In researching Roman culture, I’ve learned they had a very similar more to that which is dominating our post-modern culture these days — a problem discerning or even believing in absolute truth. The honorable Roman felt it was important to be tolerant of other faiths. They would even make altars and offerings to the gods of other faiths (witness the Temple of the Unknown God Paul references in Acts 17), and in return they expected the proponents of those faiths to reciprocate. (The Jews’ continued failure to do so, is pretty much what provoked the Romans to destroy their Temple and Jerusalem and scatter them about the empire in the first and second centuries.)

The problem with tolerating all other faiths, in the sense of making they equally valid or “right”,  is that you negate the truth of any of them. And pretty soon you have no truth, as Pontius Pilate expressed.

This thought train was sparked by an article I read today in The Independent on post modernism by Jay Merrick (PoMo: Everybody’s doing it)

Here’s how it starts:

“Forty years ago, we lived “modern” lives. Ideas, emotions and actions seemed ordered, and part of a zeitgeist of confident restraint that originated in the science, mass-production, architecture and art of the 1930s.

“Now we are profoundly immersed in the tortuous, commercially controlled currents of postmodern design and thought, and its weapons of mass psychic deconstruction. Has this made our lives richer in meaning, or just richly vacuous?”

I confess, overall the article was a bit over my head, and much of it centered on the postmodernism of art, architecture, fashion and literature, all of the sort that has never held even the slightest interest for me. Art that takes the most banal of subjects and tries to make something out of them, as if a golf ball is equally as interesting and important subject matter as the material Michelangelo presented in the Sistine Chapel. Fashion chosen to be deliberately ugly, architecture that jabs and slashes or incorporates humongous chairs or concrete suitcases, just because.

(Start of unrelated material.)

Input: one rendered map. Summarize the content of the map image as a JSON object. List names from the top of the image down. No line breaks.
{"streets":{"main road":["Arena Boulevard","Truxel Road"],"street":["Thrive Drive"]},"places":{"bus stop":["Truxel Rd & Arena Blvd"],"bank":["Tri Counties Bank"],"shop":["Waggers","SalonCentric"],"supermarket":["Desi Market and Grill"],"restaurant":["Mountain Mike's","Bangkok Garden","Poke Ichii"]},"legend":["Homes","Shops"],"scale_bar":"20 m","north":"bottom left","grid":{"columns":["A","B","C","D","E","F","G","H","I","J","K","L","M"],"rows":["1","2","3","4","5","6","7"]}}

As I read his descriptions, it seemed to me almost a deliberate turning away from things that made sense to things that didn’t, from authority on even the smallest of levels. “They” designed socks to be worn on the feet, thus we shall wear them on our heads; “they” say that art should celebrate beauty or drama or truth or the divine… we will make art that celebrates the ugly, the boring, the silly, the profane… It’s an affected, fancy-pants version of “you’re not the boss of me” and I’ll do as I like.

I’m pretty sure that’s what Merrick is saying in this next paragraph…

 “Postmodernism duly arose in an uncoordinated blitz of individualistic artistic and intellectual objections to the more or less failed idea of rationalised lives and environments.”

He goes on…

 “The novelist Martin Amis warned us that postmodern people “over-existed”. Our postmodern, supposedly self-designed lives are embedded in these modes of over-existence. We’ve accepted the commercial, social and semiotic propellants that have ensured over-consumption in the guise of entertainment. Blizzards of imagery and opinion form a chimera of endless, conflicting possibilities without beginning or end; we seem to crave maximised senses of fractured movement, overlay, ennui and nowness.

“And it’s the hundred times a week we hear, or utter, that most über and craven of postmodern words – whatever.

“Modernism’s either/or mindset has been obliterated by this pervasive whateverness. Few of us now imagine any prospect of lives in which ideas, behaviour and outcomes can be clearly determined. To many, the details of the present must seem increasingly indeterminate or ambiguous; which duly turns our perceptions of the past and the future into cabinets of equally trivial curiosities, rather than illuminating points of perspective.”

<snip>

“The and/but vibe now suffuses almost everything we think and do. Surface has become more important than depth. Style – or, more accurately, stylee – trumps coordinated articulation; disbelief is more acceptable than belief.”

<snip>

“One can’t help fearing that the sheer psychic tonnage of postmodernity’s “undecidable things” is rendering most of us terminally passive and far more interested in ephemera than, say, socio-political ethics, or the implications of Facebook’s plans to calibrate and inter-link the media product preferences of their users…”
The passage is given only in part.